Exercise material ::
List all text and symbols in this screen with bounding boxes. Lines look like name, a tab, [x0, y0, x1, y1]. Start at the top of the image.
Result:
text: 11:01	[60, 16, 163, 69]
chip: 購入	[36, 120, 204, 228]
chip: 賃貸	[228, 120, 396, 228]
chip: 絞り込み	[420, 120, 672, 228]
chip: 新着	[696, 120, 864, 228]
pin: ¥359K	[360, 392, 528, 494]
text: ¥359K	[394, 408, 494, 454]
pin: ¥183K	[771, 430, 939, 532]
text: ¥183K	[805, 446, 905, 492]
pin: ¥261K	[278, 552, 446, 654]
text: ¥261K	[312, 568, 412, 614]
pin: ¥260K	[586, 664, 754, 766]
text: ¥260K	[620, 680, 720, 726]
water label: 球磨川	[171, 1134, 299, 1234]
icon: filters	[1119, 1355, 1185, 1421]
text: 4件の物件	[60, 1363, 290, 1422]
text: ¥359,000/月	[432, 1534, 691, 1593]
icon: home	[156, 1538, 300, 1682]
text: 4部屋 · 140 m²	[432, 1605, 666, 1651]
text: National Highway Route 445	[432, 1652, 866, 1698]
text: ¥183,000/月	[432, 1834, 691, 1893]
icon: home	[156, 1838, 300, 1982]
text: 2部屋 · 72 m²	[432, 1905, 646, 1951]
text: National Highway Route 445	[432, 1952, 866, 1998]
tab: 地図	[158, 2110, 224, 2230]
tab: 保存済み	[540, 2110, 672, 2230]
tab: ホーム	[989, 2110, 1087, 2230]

Problem details :: From the records above, copy each line that contains the word "icon".

Written solution ::
icon: filters	[1119, 1355, 1185, 1421]
icon: home	[156, 1538, 300, 1682]
icon: home	[156, 1838, 300, 1982]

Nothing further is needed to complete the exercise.